第二幕、御三家の嘲笑
「本当にそうならちゃんと気をつけなさい。慣れてるからといって油断は禁物ですから……」


 意識障害なし、血中酸素濃度異常なし、呼吸正常。その結果を聞いたとき、宍戸先生は目に見えて安心していた。やっぱりお金持ち高校となれば学校での事故を大騒ぎされてお家お抱えの弁護士に慰謝料請求されたりなんてことが起こるのだろうか。私の家はそんな心配ないですよ、と言いたかったけれど、もし宍戸先生が本当に一生徒を心配しているとしたら失礼なのでやめておいた。

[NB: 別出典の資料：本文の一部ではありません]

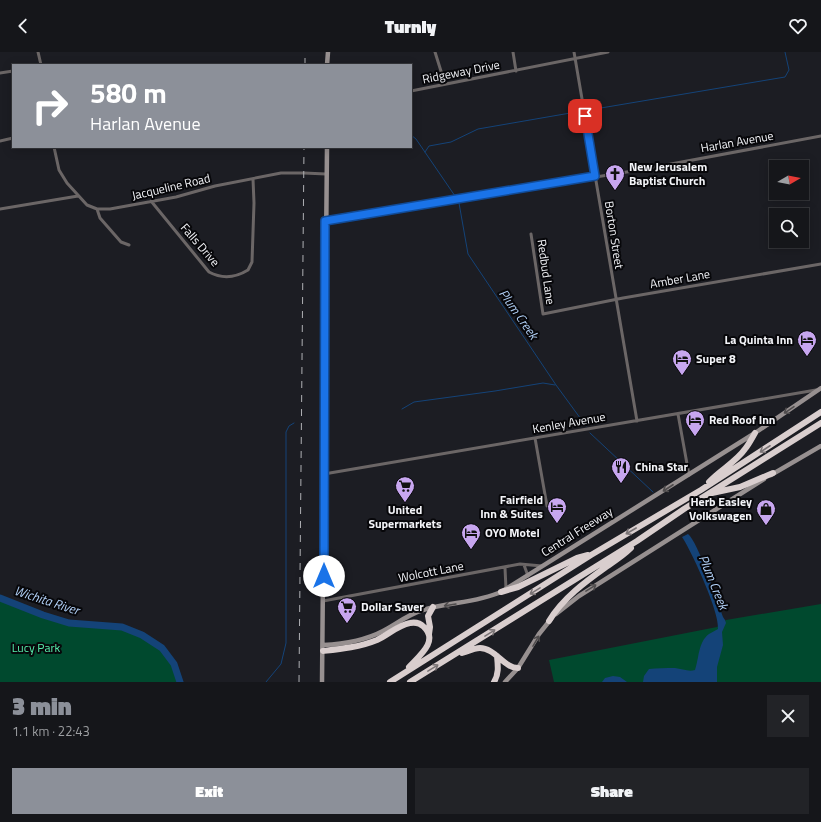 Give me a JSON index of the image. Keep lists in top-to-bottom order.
{
  "streets": {
    "main road": ["Central Freeway"],
    "street": [
      "Ridgeway Drive",
      "Harlan Avenue",
      "Jacqueline Road",
      "Borton Street",
      "Falls Drive",
      "Redbud Lane",
      "Amber Lane",
      "Kenley Avenue",
      "Wolcott Lane"
    ]
  },
  "crossings": [
    ["Ridgeway Drive", "Borton Street"],
    ["Harlan Avenue", "Borton Street"],
    ["Jacqueline Road", "Falls Drive"],
    ["Borton Street", "Amber Lane"],
    ["Borton Street", "Kenley Avenue"],
    ["Redbud Lane", "Amber Lane"],
    ["Kenley Avenue", "Central Freeway"],
    ["Central Freeway", "Wolcott Lane"]
  ],
  "one_way": ["Central Freeway"],
  "water": ["Plum Creek", "Wichita River"],
  "parks": ["Lucy Park"],
  "places": {
    "church": ["New Jerusalem Baptist Church"],
    "hotel": [
      "La Quinta Inn",
      "Super 8",
      "Red Roof Inn",
      "Fairfield Inn & Suites",
      "OYO Motel"
    ],
    "restaurant": ["China Star"],
    "supermarket": ["United Supermarkets", "Dollar Saver"],
    "shop": ["Herb Easley Volkswagen"]
  },
  "north": "right",
  "page": {
    "header": "Turnly",
    "turn": ["580 m", "Harlan Avenue"],
    "heading": ["3 min", "1.1 km · 22:43"],
    "buttons": ["Exit", "Share"]
  }
}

 ロビーまで出た宍戸先生はちらと時計を確認する。まだ午後の授業は残っている時間だけれど、「一応、今日は安静にしたほうがいいですね」と帰宅を促す発言をされる。


「頻繁に足をつるわけでもないんでしょう? 疲れてるのかもしれないし」

「……まあ、心当たりはありませんが……」

「親御さん、この時間帯はお仕事かしら? さっき連絡したけど繋がらなくて……」

「そうですね、ちょっと繋がりにくい時間だと思います」

「じゃあ私が家まで送りましょう」

「宍戸先生」


 先生の申し出を断ろうとしたけれど、それより前に誰かの声が――いや、誰かなんて考えるまでもなかった――遮った。なぜこんなところで、と吃驚する前に、声の主は私達の前に立った。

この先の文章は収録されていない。